In case you haven’t been plugged into CBD industry news recently, it seems the Farm Bill honeymoon is officially over, as major U.S. banks and payment processors have recently turned their backs on CBD, dropping their existing CBD brand clients.
On March 14, 2019, the largest domestic CBD payment processor, Elavon Inc., a subsidiary of U.S. Bancorp, wrote in an email to its hemp and CBD clients: “After several months supporting this merchant segment, it has become clear that the pace of an evolving federal and state regulatory framework makes it extremely difficult to validate the qualifications required to operate within this industry,”
This came with the announcement that Elavon was ceasing all CBD- and hemp-related business, giving their newly prohibited existing merchants 45 days before their accounts would be closed.

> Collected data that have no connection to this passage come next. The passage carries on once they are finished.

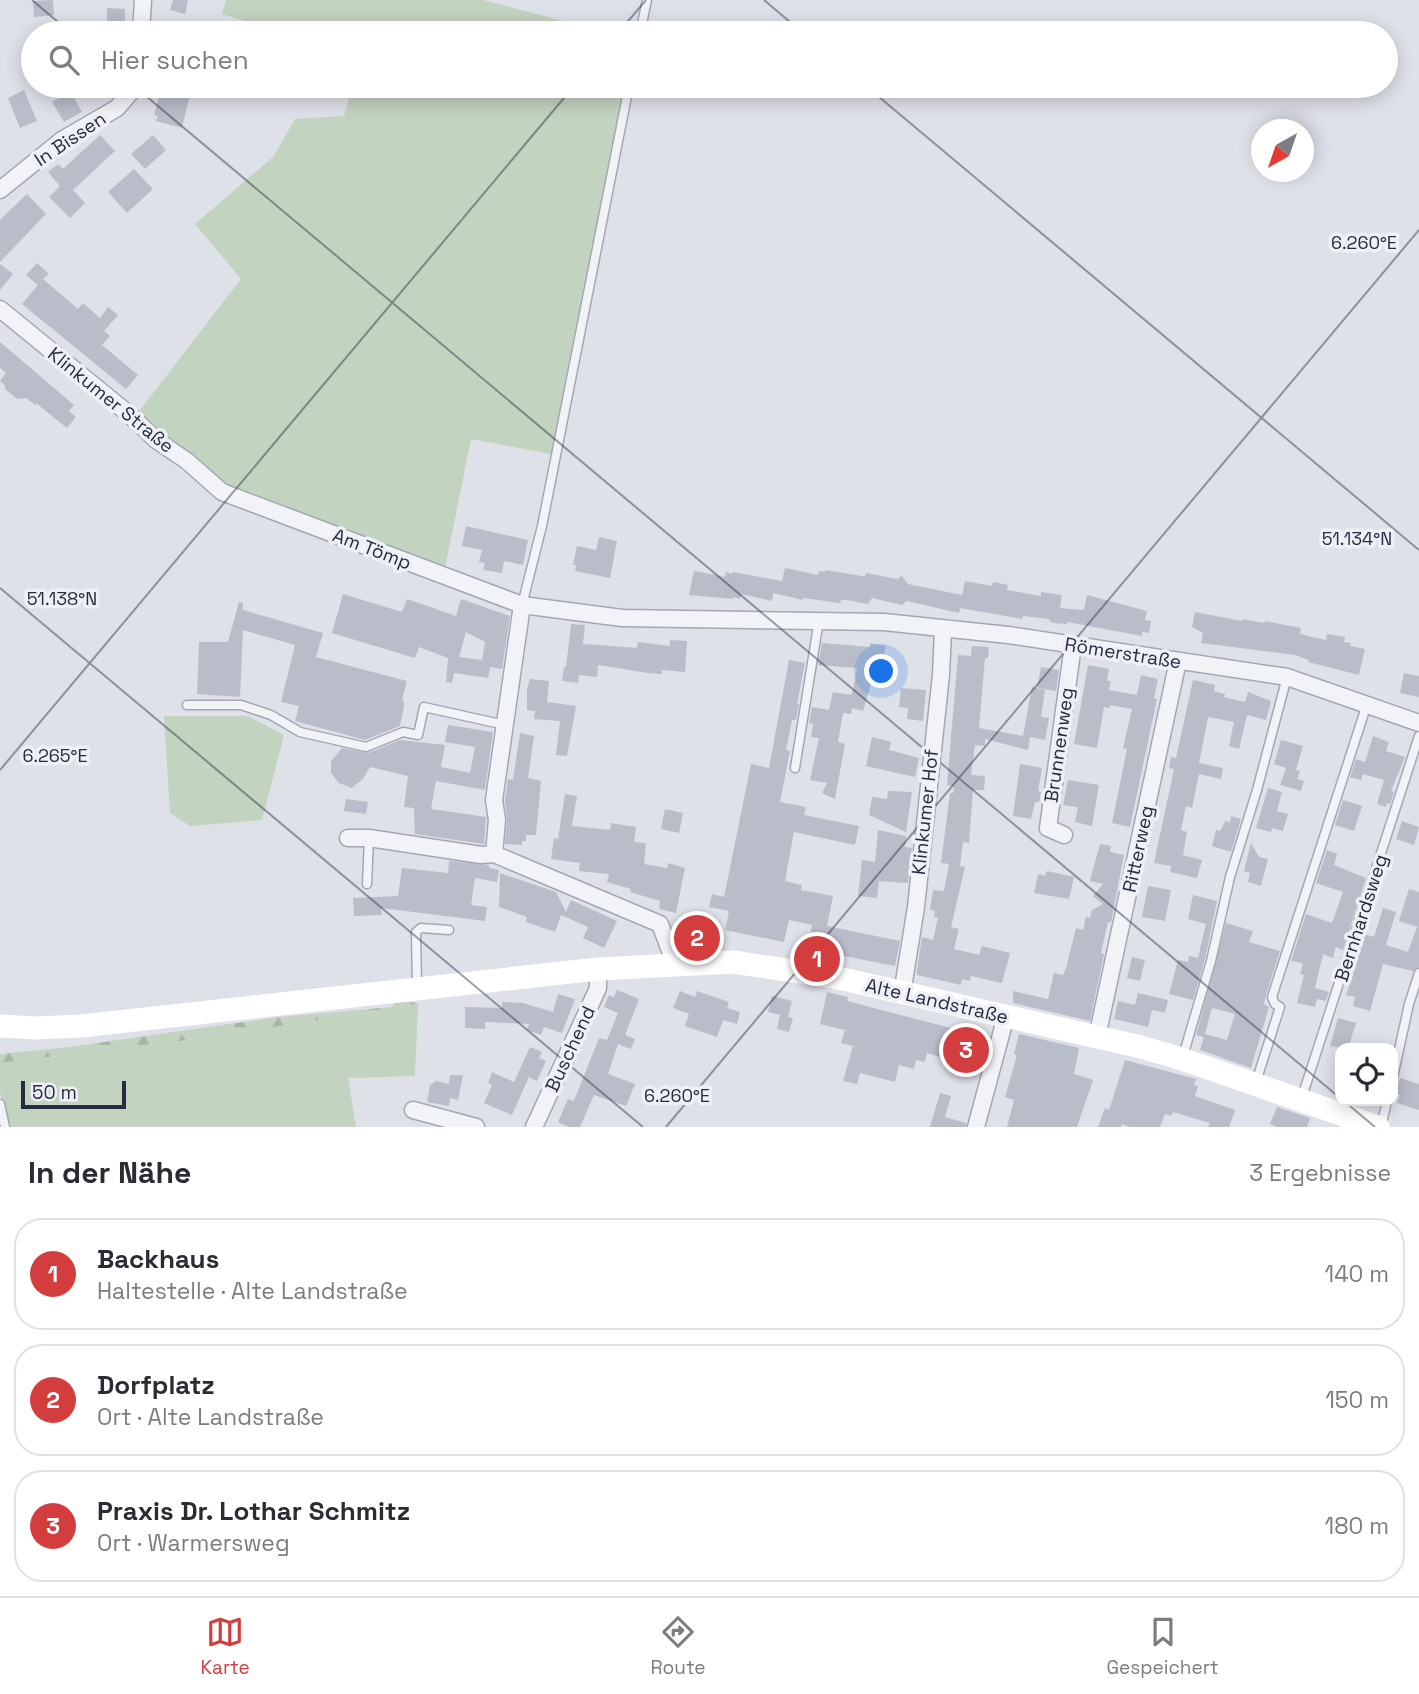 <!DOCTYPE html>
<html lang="de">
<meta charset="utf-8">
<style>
:root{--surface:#fff;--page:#f2f2f3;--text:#2b2b33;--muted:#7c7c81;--line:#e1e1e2;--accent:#d43d3e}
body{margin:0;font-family:"Space Grotesk",sans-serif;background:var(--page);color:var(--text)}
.controls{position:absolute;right:21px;bottom:21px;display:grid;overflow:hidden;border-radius:14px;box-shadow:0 4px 18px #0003}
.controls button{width:63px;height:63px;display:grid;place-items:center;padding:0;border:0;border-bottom:2px solid var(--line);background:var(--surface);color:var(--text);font:35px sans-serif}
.compass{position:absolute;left:1251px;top:119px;width:63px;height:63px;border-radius:50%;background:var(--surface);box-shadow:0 4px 18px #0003;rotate:220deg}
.scale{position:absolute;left:21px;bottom:18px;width:105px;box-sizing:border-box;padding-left:7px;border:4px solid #272d41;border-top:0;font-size:19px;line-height:24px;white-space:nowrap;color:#272d41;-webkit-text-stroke:5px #eef0f6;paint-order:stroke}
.you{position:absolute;left:882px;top:672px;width:24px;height:24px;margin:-18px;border:5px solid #fff;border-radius:50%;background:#1a73e8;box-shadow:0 0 0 10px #1a73e833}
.badge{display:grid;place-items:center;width:46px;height:46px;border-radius:50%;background:var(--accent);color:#fff;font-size:23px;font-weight:700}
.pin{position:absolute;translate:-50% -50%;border:4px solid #fff;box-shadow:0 2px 7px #0006}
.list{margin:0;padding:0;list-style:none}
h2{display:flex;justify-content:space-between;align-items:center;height:91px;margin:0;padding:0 28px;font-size:30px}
h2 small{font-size:23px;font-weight:400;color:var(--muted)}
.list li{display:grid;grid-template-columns:46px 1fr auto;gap:21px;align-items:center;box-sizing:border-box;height:112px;margin:0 14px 14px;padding:0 14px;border:2px solid var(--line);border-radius:28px}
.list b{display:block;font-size:26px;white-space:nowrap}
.list p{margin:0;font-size:23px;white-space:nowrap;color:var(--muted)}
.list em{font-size:23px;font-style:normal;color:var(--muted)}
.icon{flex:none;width:38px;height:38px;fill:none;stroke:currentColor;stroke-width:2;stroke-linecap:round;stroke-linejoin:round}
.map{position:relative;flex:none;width:1419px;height:1127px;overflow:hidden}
.search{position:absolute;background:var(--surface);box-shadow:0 4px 18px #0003;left:21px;right:21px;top:21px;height:77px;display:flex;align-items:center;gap:18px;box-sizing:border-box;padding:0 24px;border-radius:38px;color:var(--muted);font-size:26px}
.sheet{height:469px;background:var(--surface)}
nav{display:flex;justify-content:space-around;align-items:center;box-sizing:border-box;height:98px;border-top:2px solid var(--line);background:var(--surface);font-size:19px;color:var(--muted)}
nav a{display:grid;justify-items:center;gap:4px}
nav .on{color:var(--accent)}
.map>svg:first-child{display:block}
.green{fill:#c2d3bf}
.forest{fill:url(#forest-firs)}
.building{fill:#b9bcc9;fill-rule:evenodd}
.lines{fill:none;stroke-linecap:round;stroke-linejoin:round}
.service-casing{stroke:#a4a7b3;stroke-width:11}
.minor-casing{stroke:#a4a7b3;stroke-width:19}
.service{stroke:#f2f3f7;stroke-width:8}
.minor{stroke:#f2f3f7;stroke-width:16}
.secondary{stroke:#fff;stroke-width:23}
.ticks{fill:none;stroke:#272d41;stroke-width:2;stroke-opacity:0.45}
.labels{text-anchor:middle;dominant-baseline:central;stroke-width:7;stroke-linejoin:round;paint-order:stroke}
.street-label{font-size:19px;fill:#272d41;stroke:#eef0f6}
.ticks-label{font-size:18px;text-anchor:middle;fill:#272d41;stroke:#eef0f6;stroke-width:7;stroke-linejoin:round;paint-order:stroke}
</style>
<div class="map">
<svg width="1419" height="1127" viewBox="0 0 1419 1127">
<defs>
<pattern id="forest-firs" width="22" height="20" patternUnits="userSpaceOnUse" patternTransform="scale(1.75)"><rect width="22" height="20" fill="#c2d3bf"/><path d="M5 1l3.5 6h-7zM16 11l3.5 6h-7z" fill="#a7b5a5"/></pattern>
</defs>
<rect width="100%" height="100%" fill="#dfe1e9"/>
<path class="green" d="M226,0H483L609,33H284L222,14Z
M352,86H625L551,454L471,439L445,568L275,507L228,485L137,414L241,279L195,224L273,157L295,119L344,116Z
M164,716H248L284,735L262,820L190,826L170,813Z
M418,1003L415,1076L348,1078L356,1127H9L0,1092V1063L180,1041L359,1014Z"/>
<path class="forest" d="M409,1002L418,1003L359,1014L180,1041L0,1063V1054L69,1047L279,1017L392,1007L395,1003Z"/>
<path class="building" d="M53,0L54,15L34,17L33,1Z
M173,0H188L185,14L170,10Z
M107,8L125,9V27H107Z
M165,86H192L182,128L156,121L158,116L154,115L162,87Z
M24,90L37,121L20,128L8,98Z
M70,91L82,112L64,122L52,102Z
M100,135L115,151L73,190L85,203L70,218L49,197L60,186L48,172L58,164L63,169Z
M153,135L166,150L145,169L131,154Z
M134,169L153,189L127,213L108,192Z
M27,194L46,214L0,262V220Z
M37,263L49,274L43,279L78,309L83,303L100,318L108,307L118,315L104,331L110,336L102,345L138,375L126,389L22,304L38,285L26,275Z
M0,264L13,274L0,290Z
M0,342L74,405L69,411L76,417L67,428L37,404L35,405L26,398L17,399L5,389V385L0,381L6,373L0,368Z
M466,526L528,540L523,565L504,561L502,573L483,570L485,563L479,562L482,550L462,546Z
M599,537L617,541L610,578L575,571L576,565H573L577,546L596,550Z
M785,568L818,575L819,571L825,572V570L862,576L865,577L866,573L897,579L902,576L908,584L962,595L965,581L992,586L993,582L1008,585L1007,590L1041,596V592L1062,595L1060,608L1084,610L1087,595L1147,611L1145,620L1151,621L1149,633L1142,632V636L1067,622V624L1053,623L1049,621V619L1023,616L1022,619L960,608L959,613L907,601L902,605L872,598L868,604L847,600H841L840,603L803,598V600L773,593L772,601L741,594L740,599L733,597V599L689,595L694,571L725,577L726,572L732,574L733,572L782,581Z
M343,594L402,612L407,599L456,616L461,599L510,616L502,669L490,667L488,678L454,673L452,683L446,682L448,658L419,647L415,658L332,633ZM466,632L485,642L482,660L459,657Z
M239,602L243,603V610L323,633L316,657L407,681L402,700L404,701V706L400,726L365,740L295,721L299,706L281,702L295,645L243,630L240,697L197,694L199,642H228Z
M1195,612L1242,621V619L1264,623L1265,621L1301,628L1300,634L1326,640L1327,634L1345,637L1344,642L1351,643L1350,646L1365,649L1359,675L1308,662L1309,660L1295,655L1201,643L1203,633L1192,627Z
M571,624L585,625L583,644L637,648L638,642L670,646V640L687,641L685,672L662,670V674L648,673L598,665L597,677L579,675L578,683L562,681L564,667H566Z
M822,643L870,647V643L886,646L881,671L875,670L863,711L852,708L851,714L843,713L838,742L845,744L835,799L822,793L827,783L810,780L819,738L811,737L813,724L809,723L812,707L829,710L833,692L852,695L857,668L818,665Z
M972,646L989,647L988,658H985L979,728L1023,736L1032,687L1045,690L1041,717L1049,718L1045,740L1030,737L1028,750L985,739V746L975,745L971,775L985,776L984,790H973L969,843L963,842L960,866L965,867L951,927L959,929L954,949L979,955L982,946L1010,953L1002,983L971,976L970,981L962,979L961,985L917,975V970L922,937L933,940L938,918L934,917L935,911L930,910L933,890L944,891L949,864L941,863L950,793H953L954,787L947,785L958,655L971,656Z
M789,660L805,663L797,704H799L796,720H792L786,750L790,751L780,802L806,807L804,815L859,826L855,845L794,832L785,881L802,885L801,890L833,896L827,926L900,941L895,966L834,954L835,951L829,950L830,941L810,936L812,925L789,920L784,942L725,930L729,911L709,907L712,894L724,897L751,764L769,768Z
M1088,665L1109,669L1107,681H1111L1109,690L1137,695L1141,675L1158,679L1154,699H1157L1130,827L1112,823L1127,749L1123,748L1132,709L1110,705V708L1104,707L1097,748L1074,744Z
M1041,667L1059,670L1056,691L1037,688Z
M1404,673L1419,676V697L1400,693Z
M530,679L549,681L547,702L576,706L567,756L556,755L560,721L534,719L535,711L527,710V689Z
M1193,680L1215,685L1214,691L1225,694L1224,697L1245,702L1248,692L1271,701L1266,720L1247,715L1239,749L1229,746L1234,722L1208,717L1199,763L1223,768L1221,779L1199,774L1192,808L1186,806L1181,830L1187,832L1183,855L1202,860L1197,878L1170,872L1171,866L1154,863L1174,769L1169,768L1171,757L1176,758Z
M901,688L926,690L923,721L907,719L908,708L899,707Z
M448,725L493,732L485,790L436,781L431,809L486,817L484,844L415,834L414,808L404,807L408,776L370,767L363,779L352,788L339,783L331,773V761L342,748L368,753L400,740L445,745L441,767L470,773L475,747L445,742Z
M520,733L534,736L528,778L541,781L536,835H526V841H522V845L505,844L507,821L505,800L508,779L513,780Z
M1373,736L1389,742L1386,751L1405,757L1391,791L1394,792L1390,804L1387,803L1386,807L1377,804L1384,780L1363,774L1361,780L1350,777L1356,759L1365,762Z
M872,737L891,742L889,750L919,758L915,777L866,766Z
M1281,740L1303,746L1296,770L1300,771L1297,779L1304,781L1301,791L1280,785L1286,768L1274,764Z
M1020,764L1042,768L1038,791L1041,792L1039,802H1035L1031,819L1013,816Z
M1068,780L1099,785L1092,826L1075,822L1078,807L1063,805Z
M1268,788L1282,792L1277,811L1288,814L1283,831L1272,828L1271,832L1256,828Z
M888,791L912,792L906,832L869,815L872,797L887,799Z
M565,794L577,796L572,826L610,830L611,823L636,827L634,842L646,843L644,864L667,868L668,863L685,868L676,913L659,909L660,901L630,892L631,889L607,882L609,874L579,871L580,863L551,859L554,838L558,839Z
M346,799L368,802L366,814L344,811Z
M1343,800L1362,806L1354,831L1335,825Z
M665,809L683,813L679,833L661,829Z
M1231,816L1241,819L1231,852L1212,846L1216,830L1220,831L1225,821L1230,822Z
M1402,821L1419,827L1414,845L1396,839Z
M878,830L906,836L905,847L912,848L908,883L879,881L877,898L858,896L862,860L875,862Z
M1251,843L1259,857L1268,859L1261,886L1248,882L1250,873L1244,871Z
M1100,844L1111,846L1110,852L1124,855L1111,922H1108L1101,953L1104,954L1090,1021L1013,1003V991L1048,999L1054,973L1063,975L1066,968L1076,928L1083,930L1086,917L1090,918L1092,910L1103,904L1093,896L1103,884L1090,881Z
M1327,850L1337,854L1334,865L1366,878L1343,950L1336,947L1333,958L1323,954L1315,988L1329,992L1326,1001L1317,999L1315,1007L1297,1003L1304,975L1300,974L1303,963L1291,961L1306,914L1332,923L1343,892L1316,883Z
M449,861L489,865V868L499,870L497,882L475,878L471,905L487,907L485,921L381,908L382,915L354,916L353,898L398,896L402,868L448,873Z
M1047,871L1074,877L1069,899L1034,893L1038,874L1045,876Z
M500,873L556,892L566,912L571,900L617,921L604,948L583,938L588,927L561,915L555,932L526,922L527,917L499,907Z
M1148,886L1171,890L1165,921L1142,917Z
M1409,889L1419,892V967L1413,971L1383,964L1370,1011L1353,1006L1355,997L1346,995L1359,955L1355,954L1362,933L1374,937L1383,908L1396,912L1386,945L1408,952L1417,927L1399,921Z
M1193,895L1217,901L1205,959L1193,1000L1169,994L1178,960L1188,962L1189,956L1198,958L1204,932L1206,924L1188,919Z
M1226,923L1253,931L1249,942L1280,951L1266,995L1264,1004L1269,1007L1251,1068L1200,1050L1204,1037L1196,1035ZM1212,1008L1235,1014L1227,1040L1205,1034Z
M1132,957L1145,960L1140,981L1127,978Z
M617,990L639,999L625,1035L635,1039L631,1049L618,1044L608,1074L635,1084L626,1106L594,1095L580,1127H569L558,1122L568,1099L574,1101L599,1038L607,1040L618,1013L604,1007L609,995L614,997Z
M680,991L695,997L697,991L729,1002L727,1008L740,1012L737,1024L723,1020L717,1037L685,1026L689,1014L673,1008Z
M827,992L848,997L847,1001L985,1037L977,1064L942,1054L941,1057L927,1053L925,1062L916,1060L914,1069L899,1065L895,1082L860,1073L857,1084L843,1081L853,1046L841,1043L845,1030L820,1024Z
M1138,993L1168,1000L1165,1013L1152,1010L1148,1027L1114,1019L1118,1001L1135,1005Z
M558,994L575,999L562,1033L544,1027L541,1035L527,1030L529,1024L485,1022V1029L465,1028V1007L502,1008V1002L523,1003L553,1012Z
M772,996L792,1001L788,1017L793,1018L789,1032L777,1029L780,1015L768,1012Z
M1338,1018L1356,1023L1349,1045L1345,1044L1344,1048L1330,1046Z
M1019,1034L1079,1048L1074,1074L1093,1080L1077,1127H1007L1014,1100L1005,1097L1017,1055L1014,1054Z
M530,1047L542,1052L539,1058L546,1061L537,1081L529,1077L512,1115L484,1103L492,1085L488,1083L492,1072L514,1082Z
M1125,1060L1196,1079L1194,1085L1198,1086L1195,1096L1235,1110L1229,1127H1208L1210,1123L1173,1112L1171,1116L1165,1114L1160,1127H1130L1122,1124L1121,1127H1098L1105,1108L1109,1110Z
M450,1075H463L458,1100L450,1098L449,1106L427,1102L430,1085L436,1081L449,1084Z
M1400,1078L1419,1084V1110L1397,1103L1400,1095L1395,1094Z
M940,1093L951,1096L945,1117L966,1123V1127H930Z
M1277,1107L1310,1118L1307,1127H1277L1270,1124Z"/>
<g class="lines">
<g class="service-casing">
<path id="service" d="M640,33L647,0
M522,605L542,526L629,86
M187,705H241L271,715L300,732L366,747L403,732L418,735L424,707L505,725
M795,768L819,620
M367,884L369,838
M417,987L416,932L421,928L449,930
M1183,1056L1211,961L1230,877L1257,790L1287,677
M1393,1077L1409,1004L1419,973
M1256,1082L1280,1007L1275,1004L1272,997L1367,704
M1302,1097L1419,736
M0,1104L5,1127
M1381,1127L1387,1101"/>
</g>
<g class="minor-casing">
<path id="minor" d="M141,33L143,0
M0,190L62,140L117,108L136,86
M0,309L130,415L156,440L187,461L222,492L522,605L622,618L884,622L1008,635L1287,677L1419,723
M522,605L494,800L497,820L494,854L660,924L675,964
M1064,835L1048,828L1073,645
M348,838H369L481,855L494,854
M902,994L916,907L941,675L943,630
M1097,1037L1178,661
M413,1110L476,1127
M534,1127L598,988V969
M976,1127L1006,1016"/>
</g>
<use href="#service" class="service"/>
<use href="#minor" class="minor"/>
<path class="secondary" d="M0,1026L35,1028L81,1026L598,969L733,962L834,977L1141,1047L1182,1059L1378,1127"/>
</g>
<path class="ticks" d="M32,0L71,33M764,0L803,33M618,33L646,0M134,86L1340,1098M866,86L1419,550M0,588L643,1127M0,770L574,86M1344,1101L1375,1127M666,1127L1419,230"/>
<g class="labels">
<g class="street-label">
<text transform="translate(70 139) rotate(-34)">In Bissen</text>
<text transform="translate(111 400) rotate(39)">Klinkumer Straße</text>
<text transform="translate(372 549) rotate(21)">Am Tömp</text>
<text transform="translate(1123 653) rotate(9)">Römerstraße</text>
<text transform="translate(1059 745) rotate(-82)">Brunnenweg</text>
<text transform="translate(925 812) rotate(-84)">Klinkumer Hof</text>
<text transform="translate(1138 849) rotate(-78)">Ritterweg</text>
<text transform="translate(1361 918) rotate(-72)">Bernhardsweg</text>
<text transform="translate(937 1001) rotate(13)">Alte Landstraße</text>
<text transform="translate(570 1049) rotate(-65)">Buschend</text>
</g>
</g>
<g class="ticks-label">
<text x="1364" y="249">6.260°E</text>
<text x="1357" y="545">51.134°N</text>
<text x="62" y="605">51.138°N</text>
<text x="55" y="762">6.265°E</text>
<text x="677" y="1102">6.260°E</text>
</g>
</svg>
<div class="controls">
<button><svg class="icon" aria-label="locate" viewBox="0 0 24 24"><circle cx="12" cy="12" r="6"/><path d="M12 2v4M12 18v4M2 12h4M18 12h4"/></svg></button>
</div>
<svg class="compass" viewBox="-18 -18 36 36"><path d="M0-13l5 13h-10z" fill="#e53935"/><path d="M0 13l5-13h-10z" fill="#7c7c81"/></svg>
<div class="scale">50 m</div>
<div class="you"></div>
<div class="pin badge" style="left:817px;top:959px">1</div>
<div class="pin badge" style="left:697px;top:938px">2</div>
<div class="pin badge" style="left:966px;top:1050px">3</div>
<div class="search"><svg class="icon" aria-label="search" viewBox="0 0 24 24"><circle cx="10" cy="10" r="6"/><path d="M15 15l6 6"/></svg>Hier suchen</div>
</div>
<section class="sheet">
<h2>In der Nähe<small>3 Ergebnisse</small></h2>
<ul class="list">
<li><span class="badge">1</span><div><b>Backhaus</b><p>Haltestelle · Alte Landstraße</p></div><em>140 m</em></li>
<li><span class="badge">2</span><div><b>Dorfplatz</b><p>Ort · Alte Landstraße</p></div><em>150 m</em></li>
<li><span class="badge">3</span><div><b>Praxis Dr. Lothar Schmitz</b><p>Ort · Warmersweg</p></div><em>180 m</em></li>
</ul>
</section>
<nav>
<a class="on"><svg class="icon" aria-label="map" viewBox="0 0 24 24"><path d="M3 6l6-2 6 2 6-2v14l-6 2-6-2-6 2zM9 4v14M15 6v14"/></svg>Karte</a>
<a><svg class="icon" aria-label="directions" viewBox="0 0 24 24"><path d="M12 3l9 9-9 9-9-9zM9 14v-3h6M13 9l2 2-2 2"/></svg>Route</a>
<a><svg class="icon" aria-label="saved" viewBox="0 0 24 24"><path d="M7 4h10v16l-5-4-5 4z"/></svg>Gespeichert</a>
</nav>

This decision was apparently sparked when one of Elavon’s merchants was raided and caught selling THC products mislabeled as CBD products.
Elavon extended the 45-day window to 60 days, and on May 15, Elavon officially dropped all CBD accounts. As a consultant to a CBD brand that was affected by this, I not only saw firsthand what ensued in these 60 days, but I also saw what happened on May 15, when the plug was pulled and things didn’t go according to plan.
But first, let’s rewind to late December 2018 for a moment, when Donald Trump signed the 2018 Farm Bill into law. This made marijuana plants and products derived from them federally legal as long as they contain less than 0.3% THC. This excited all corners of the medical marijuana world.